> [Activity]:
Report the number of lines in the records below that contain the word "list", and nothing more.

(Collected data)
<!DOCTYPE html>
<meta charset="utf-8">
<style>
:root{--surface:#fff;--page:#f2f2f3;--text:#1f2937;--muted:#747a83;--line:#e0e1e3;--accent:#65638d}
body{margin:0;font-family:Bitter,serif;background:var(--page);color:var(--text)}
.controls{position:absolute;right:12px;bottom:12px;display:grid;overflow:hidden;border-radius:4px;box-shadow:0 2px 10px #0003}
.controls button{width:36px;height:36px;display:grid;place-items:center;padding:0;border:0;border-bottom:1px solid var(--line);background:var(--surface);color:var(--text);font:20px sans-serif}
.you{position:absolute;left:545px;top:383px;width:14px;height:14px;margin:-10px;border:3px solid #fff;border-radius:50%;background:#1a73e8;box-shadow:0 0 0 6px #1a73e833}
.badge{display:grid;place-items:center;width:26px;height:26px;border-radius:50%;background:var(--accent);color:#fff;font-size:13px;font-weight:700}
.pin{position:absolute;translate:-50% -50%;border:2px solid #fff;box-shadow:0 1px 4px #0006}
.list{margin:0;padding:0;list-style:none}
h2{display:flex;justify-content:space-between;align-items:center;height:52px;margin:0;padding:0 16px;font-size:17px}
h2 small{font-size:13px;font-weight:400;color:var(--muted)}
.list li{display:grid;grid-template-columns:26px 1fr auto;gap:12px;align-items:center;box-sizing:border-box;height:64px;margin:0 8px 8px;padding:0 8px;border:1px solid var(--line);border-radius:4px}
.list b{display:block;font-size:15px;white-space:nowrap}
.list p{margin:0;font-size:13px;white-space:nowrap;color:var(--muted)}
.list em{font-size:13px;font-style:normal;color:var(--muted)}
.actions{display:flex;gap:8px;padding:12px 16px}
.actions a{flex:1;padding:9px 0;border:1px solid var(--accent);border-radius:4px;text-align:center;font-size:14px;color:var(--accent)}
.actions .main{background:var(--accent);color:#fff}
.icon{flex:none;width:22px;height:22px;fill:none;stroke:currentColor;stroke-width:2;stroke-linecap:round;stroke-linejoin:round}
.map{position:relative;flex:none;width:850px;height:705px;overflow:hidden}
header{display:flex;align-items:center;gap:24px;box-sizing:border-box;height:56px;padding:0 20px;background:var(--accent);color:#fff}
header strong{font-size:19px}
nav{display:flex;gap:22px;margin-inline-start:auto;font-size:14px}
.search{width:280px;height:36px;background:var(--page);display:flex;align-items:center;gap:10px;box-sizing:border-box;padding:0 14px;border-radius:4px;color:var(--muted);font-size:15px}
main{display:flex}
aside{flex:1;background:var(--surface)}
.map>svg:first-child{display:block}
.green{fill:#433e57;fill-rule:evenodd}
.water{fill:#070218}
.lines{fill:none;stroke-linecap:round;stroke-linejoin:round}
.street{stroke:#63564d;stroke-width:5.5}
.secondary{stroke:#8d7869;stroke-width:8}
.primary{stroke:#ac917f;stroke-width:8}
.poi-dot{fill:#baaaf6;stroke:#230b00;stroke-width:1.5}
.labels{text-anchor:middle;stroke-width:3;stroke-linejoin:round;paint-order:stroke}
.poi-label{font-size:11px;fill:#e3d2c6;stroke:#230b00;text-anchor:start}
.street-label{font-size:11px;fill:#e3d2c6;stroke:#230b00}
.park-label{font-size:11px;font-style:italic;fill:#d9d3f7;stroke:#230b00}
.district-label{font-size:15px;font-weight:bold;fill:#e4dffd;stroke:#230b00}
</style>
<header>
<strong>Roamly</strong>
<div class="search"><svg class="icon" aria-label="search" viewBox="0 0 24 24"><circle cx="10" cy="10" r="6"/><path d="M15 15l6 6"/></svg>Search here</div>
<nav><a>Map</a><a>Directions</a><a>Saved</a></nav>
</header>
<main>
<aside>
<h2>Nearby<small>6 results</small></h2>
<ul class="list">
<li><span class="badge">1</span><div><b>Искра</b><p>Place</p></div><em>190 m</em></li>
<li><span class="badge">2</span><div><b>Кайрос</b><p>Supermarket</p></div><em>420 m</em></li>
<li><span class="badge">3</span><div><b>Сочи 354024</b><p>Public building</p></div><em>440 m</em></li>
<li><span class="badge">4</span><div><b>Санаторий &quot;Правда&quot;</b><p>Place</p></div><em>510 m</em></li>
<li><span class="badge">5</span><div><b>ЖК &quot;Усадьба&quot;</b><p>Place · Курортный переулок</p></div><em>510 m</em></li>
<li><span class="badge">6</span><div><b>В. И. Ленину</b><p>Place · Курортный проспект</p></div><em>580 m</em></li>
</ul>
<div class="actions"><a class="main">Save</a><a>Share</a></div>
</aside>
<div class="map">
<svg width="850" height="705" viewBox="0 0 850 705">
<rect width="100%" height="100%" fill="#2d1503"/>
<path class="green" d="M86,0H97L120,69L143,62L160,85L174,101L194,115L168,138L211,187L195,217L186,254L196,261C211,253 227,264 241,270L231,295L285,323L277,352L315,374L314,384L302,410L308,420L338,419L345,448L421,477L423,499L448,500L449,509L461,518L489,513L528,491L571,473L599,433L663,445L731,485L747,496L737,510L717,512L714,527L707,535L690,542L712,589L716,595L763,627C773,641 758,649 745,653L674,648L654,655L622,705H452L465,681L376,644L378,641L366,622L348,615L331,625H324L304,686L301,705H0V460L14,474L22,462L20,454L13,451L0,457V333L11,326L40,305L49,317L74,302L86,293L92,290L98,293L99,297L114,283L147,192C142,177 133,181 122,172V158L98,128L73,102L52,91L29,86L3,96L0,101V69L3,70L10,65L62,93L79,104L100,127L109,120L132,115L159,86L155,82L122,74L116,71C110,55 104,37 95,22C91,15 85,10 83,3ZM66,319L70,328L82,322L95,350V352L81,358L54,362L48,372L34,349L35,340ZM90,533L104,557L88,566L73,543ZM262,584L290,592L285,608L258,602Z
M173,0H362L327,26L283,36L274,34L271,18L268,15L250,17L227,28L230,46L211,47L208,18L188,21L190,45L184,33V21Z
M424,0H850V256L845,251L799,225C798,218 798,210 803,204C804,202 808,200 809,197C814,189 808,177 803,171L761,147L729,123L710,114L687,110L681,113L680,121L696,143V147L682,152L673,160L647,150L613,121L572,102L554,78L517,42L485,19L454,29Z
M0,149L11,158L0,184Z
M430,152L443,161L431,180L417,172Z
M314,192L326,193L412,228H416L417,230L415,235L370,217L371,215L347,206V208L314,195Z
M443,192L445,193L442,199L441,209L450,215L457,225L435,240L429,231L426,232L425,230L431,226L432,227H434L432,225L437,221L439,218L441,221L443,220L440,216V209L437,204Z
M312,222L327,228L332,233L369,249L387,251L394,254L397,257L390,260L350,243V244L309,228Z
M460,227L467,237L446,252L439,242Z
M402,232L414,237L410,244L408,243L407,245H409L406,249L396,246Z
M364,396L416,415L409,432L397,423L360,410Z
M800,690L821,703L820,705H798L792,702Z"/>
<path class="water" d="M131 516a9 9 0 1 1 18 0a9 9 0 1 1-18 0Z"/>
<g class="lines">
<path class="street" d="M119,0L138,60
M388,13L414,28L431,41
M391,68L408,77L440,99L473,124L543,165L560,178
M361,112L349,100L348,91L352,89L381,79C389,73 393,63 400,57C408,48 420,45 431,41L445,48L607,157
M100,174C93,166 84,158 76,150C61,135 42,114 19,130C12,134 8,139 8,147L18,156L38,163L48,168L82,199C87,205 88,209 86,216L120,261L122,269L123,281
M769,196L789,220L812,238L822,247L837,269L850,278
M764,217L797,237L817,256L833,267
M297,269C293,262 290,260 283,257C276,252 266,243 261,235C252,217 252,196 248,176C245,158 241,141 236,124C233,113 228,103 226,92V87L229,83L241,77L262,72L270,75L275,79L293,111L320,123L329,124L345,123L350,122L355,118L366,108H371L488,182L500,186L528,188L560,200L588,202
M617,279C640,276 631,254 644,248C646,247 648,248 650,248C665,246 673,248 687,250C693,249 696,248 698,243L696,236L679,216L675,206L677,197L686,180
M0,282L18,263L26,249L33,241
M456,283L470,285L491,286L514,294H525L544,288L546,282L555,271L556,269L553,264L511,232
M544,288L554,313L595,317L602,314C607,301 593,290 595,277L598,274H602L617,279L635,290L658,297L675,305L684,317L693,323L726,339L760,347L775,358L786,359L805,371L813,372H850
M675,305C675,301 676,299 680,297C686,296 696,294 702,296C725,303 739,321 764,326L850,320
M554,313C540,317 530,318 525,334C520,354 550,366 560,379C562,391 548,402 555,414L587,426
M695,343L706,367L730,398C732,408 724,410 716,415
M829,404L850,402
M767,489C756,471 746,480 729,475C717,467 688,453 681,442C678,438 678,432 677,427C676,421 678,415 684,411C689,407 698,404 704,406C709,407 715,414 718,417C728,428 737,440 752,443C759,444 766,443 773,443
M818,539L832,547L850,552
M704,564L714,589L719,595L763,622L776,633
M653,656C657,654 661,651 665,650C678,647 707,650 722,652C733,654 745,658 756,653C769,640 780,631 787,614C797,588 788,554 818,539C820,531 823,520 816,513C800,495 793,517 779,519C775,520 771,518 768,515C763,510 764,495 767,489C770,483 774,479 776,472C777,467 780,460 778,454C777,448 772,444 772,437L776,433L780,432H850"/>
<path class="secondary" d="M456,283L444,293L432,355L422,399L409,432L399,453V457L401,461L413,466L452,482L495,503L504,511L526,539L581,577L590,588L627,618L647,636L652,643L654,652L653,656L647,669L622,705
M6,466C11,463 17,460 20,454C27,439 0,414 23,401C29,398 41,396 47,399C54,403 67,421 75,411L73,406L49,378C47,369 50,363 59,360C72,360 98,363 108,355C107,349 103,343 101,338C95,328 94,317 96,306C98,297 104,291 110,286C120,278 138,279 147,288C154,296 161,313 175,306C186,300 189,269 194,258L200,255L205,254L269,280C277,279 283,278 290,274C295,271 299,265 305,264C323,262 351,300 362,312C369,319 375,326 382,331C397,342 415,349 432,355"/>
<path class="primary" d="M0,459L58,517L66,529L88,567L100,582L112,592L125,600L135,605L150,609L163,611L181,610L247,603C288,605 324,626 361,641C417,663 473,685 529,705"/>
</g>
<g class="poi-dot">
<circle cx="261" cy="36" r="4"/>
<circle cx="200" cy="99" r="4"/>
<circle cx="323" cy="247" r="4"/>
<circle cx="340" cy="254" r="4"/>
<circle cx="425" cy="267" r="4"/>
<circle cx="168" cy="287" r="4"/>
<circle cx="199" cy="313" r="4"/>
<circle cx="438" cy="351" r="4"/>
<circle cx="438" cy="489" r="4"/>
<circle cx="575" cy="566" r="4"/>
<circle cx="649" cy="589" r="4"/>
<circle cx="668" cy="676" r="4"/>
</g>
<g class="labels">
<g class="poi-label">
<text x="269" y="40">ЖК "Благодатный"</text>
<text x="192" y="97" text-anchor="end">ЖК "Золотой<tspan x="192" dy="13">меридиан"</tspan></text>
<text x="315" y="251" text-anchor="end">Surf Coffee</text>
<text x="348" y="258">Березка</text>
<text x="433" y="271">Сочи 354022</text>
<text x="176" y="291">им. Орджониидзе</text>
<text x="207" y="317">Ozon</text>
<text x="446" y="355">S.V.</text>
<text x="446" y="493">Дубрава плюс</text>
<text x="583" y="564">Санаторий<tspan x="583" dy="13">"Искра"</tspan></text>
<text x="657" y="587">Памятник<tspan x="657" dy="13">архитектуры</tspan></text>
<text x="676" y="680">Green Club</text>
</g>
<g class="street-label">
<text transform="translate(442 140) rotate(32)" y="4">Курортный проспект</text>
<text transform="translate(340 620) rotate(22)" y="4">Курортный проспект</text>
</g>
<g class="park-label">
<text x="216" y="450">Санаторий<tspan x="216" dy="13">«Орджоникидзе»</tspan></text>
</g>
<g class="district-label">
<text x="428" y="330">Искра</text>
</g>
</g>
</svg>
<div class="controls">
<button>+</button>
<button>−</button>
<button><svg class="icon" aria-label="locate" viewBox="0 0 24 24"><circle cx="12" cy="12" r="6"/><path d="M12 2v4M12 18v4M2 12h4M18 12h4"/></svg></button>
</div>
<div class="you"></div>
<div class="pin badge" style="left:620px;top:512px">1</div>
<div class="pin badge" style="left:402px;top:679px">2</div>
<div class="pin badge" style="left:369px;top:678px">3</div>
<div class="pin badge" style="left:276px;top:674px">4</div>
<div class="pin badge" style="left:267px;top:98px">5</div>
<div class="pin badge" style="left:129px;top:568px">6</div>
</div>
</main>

> [Solution below]:
6